Por Jefferson Peres
O cinema era tema de diálogo e discussão, muito mais que a
literatura. Dizer que nenhuma diversão ultrapassava o cinema, naquele tempo,
não era um simples slogan de propaganda, mas uma verdade incontestável. Não
tínhamos televisão que nos distraísse com sua variedade de programas e ainda
nos desse a oportunidade de assistir a qualquer filme em nossa própria casa. Ou
íamos aos cinemas, ou não os veríamos jamais. Uma superprodução, precedida de
ampla publicidade, gerava uma expectativa que se prolongava por vários meses,
tempo que mediava entre o lançamento no sul do país e a estréia em Manaus.
Ficávamos contando os dias que faltavam para a data
ansiosamente aguardada, com a emoção das crianças à espera do Natal. Mas não
eram só os filmes que nos atraíam. Os cinemas não eram apenas casas de
espetáculos, mas também locais de encontro e de convício social.
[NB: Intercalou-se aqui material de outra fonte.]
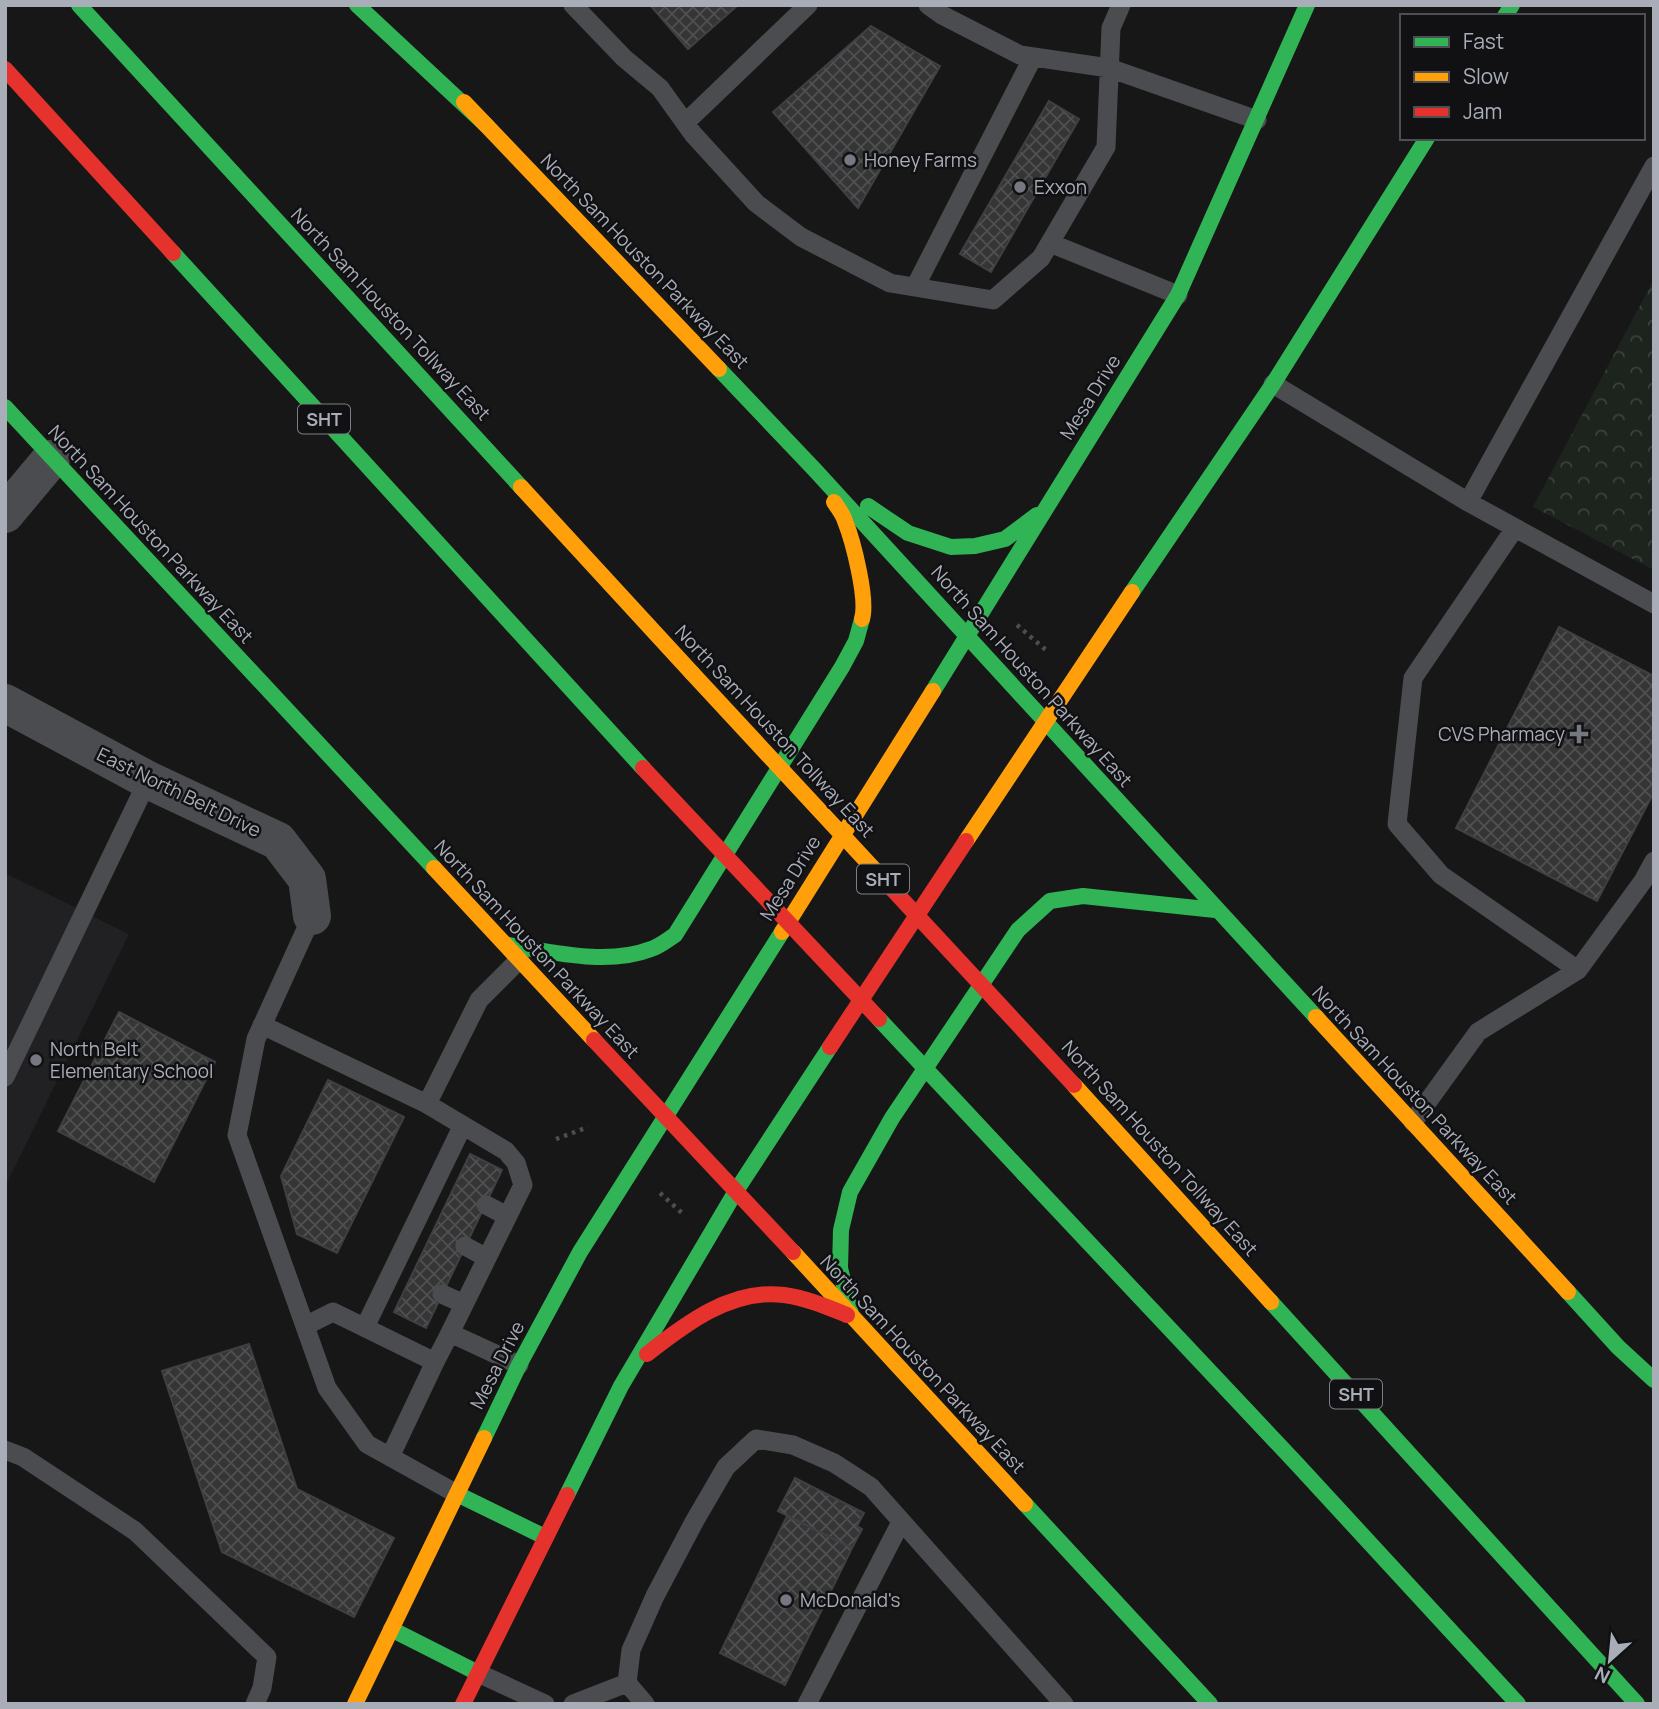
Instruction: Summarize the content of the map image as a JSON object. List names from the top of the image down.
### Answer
{
  "streets": {
    "main road": [
      "North Sam Houston Parkway East",
      "North Sam Houston Tollway East",
      "Mesa Drive",
      "SHT"
    ],
    "street": ["East North Belt Drive"]
  },
  "crossings": [
    ["North Sam Houston Parkway East", "Mesa Drive"]
  ],
  "places": {
    "other": [
      "Honey Farms",
      "Exxon",
      "North Belt Elementary School",
      "McDonald's"
    ],
    "health": ["CVS Pharmacy"]
  },
  "legend": ["Fast", "Slow", "Jam"],
  "north": "bottom left"
}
Às vezes, eram
os únicos lugares onde se podia ter momentos de maior intimidade com a
namorada, em razão do severo controle que os pais exerciam.
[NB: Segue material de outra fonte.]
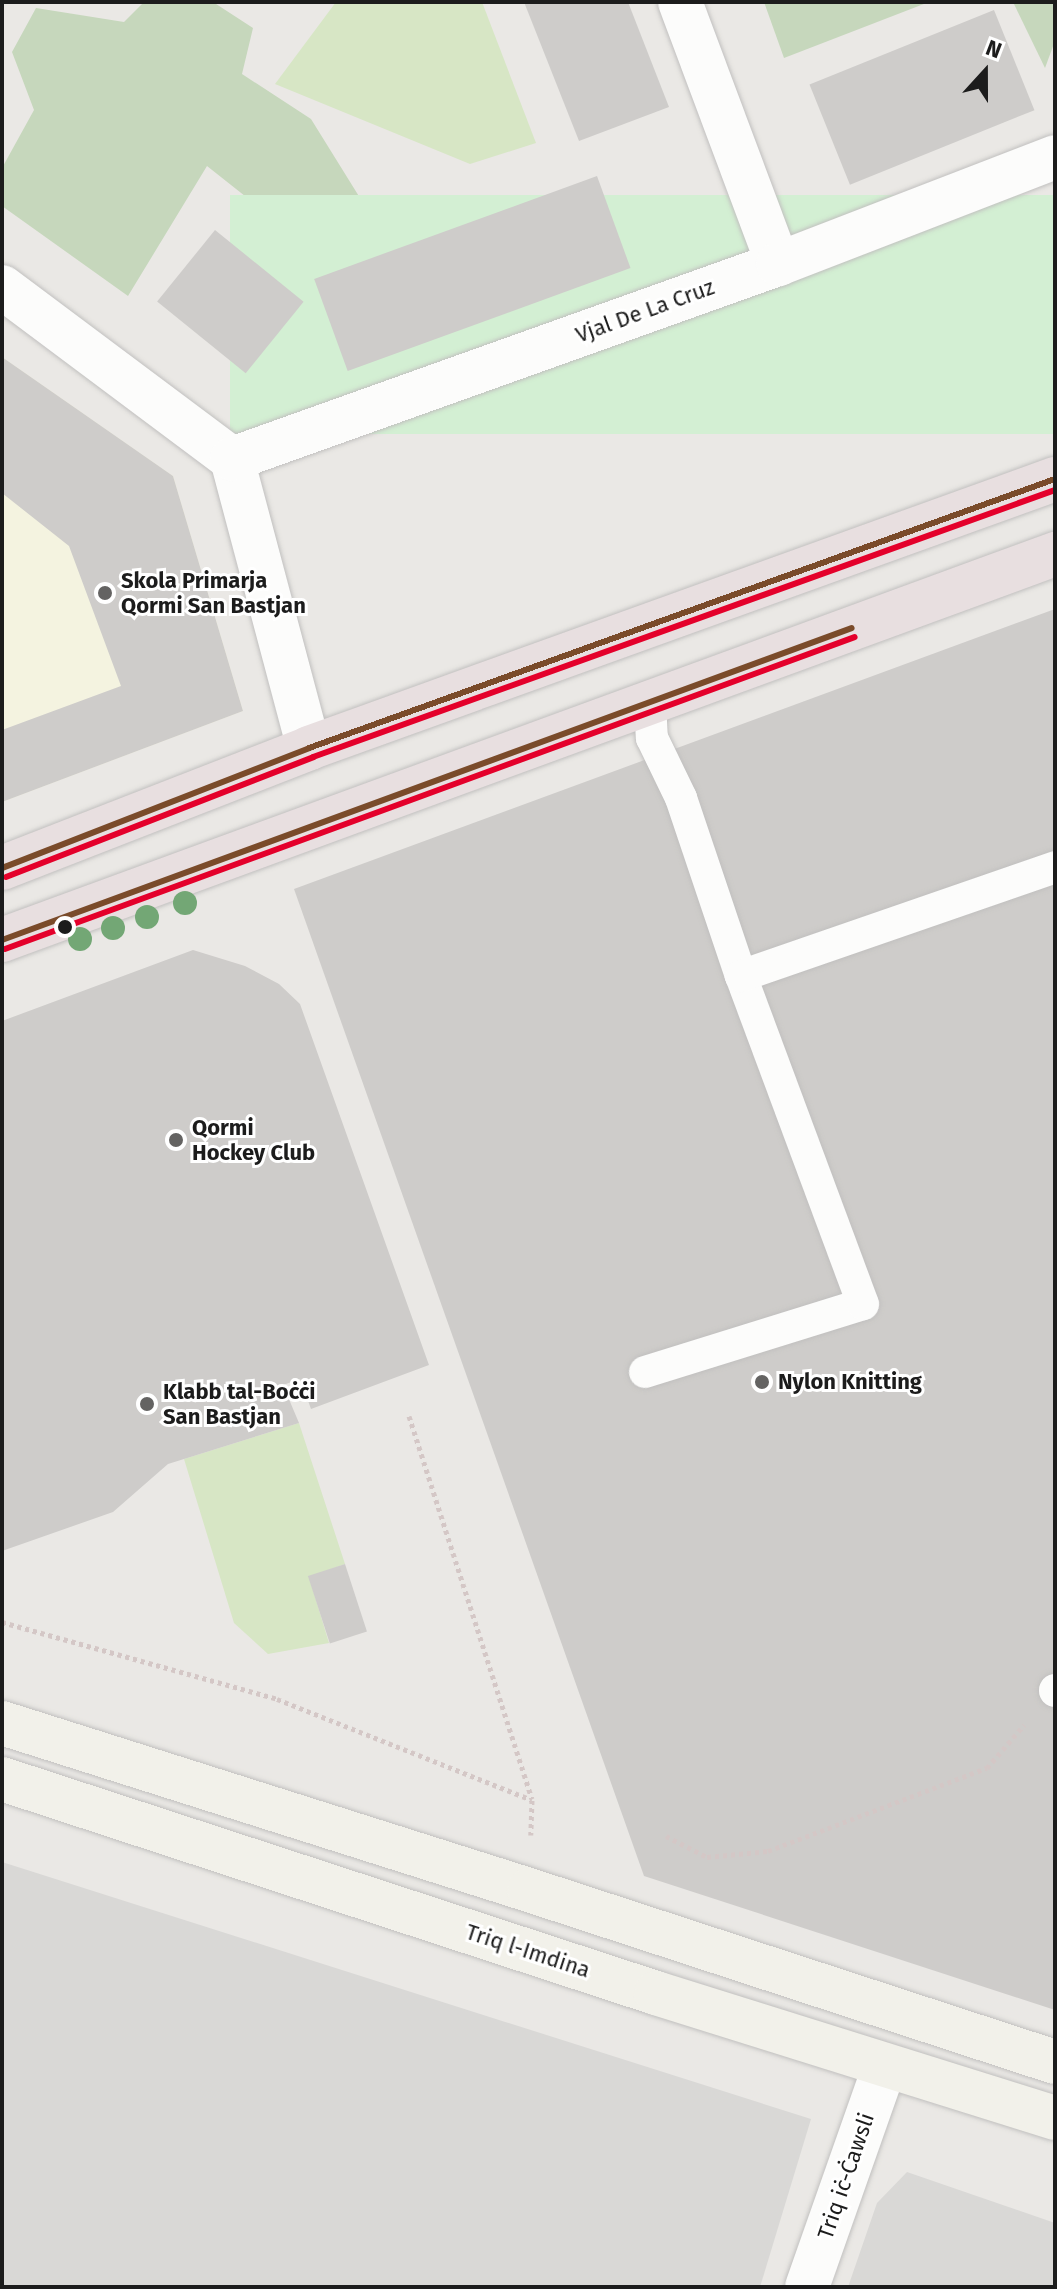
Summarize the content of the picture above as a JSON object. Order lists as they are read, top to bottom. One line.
{"streets":{"main road":["Triq l-Imdina"],"street":["Vjal De La Cruz","Triq iċ-Ċawsli"]},"crossings":[["Triq l-Imdina","Triq iċ-Ċawsli"]],"places":["Skola Primarja Qormi San Bastjan","Qormi Hockey Club","Nylon Knitting","Klabb tal-Boċċi San Bastjan"],"north":"top"}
Apesar da presença do inevitável acompanhante, sempre havia
chances de trocas de carinhos difíceis ou impossíveis fora dali. Mais tão
importante quanto a sala de projeção podia ser o salão de espera, onde os
espectadores, languidamente refestelados em poltronas, fumavam e conversavam,
enquanto assistiam à exibição de beleza e elegância das moças que desfilavam. E
ainda havia aqueles que, já tendo visto o filme, ou sem dinheiro para o
ingresso, se plantavam na calçada em frente, a olhar a entrada e a ouvir
música, como num sereno de festa.
Nós nos familiarizávamos com o mundo do cinema, antes mesmo
de assistir o primeiro filme, através de uma revista especializada, A Cena
Muda, que publicava um variado noticiário sobre o assunto. Fartamente
ilustrada, constituía a grande fonte de onde nossas tias, irmãs e primas
tiravam fotos dos astros e estrelas em voga, as quais, cuidadosamente
recortadas, iam enriquecer seus álbuns.
Vivíamos a era do star
system, com a eficiente máquina publicitária de Hollywood mobilizada para a
fabricação dos ídolos da tela, em torno dos quais se criava toda uma legião de
fãs femininas de Tyrone Power, Robert Taylor, Errol Flynn, Carry Grant e
Charles Bayer, enquanto os homens se rendiam ao charme de Hedy Lamarr, Vivien
Leigh, Lana Turner, Rita Hayworth e, um pouco mais tarde, Ava Gardner, Grace
Kelly e Kim Novak.
E havia outros que pelo talento ou simpatia atraíam ambos os
sexos, tais como Bette Davis, Spencer Tracy e Olivia de Havilland. Ia-se ver um
filme principalmente pelo elenco e menos pela qualidade ou pela assinatura do
diretor.
Como todo menino do meu tempo, eu me iniciei com as comédias
de Carlitos, do Gordo e o Magro e de Harold Lloyd, e creio que nunca mais na
vida vou dar, outra vez, as espontâneas gargalhadas que eles arrancavam de mim.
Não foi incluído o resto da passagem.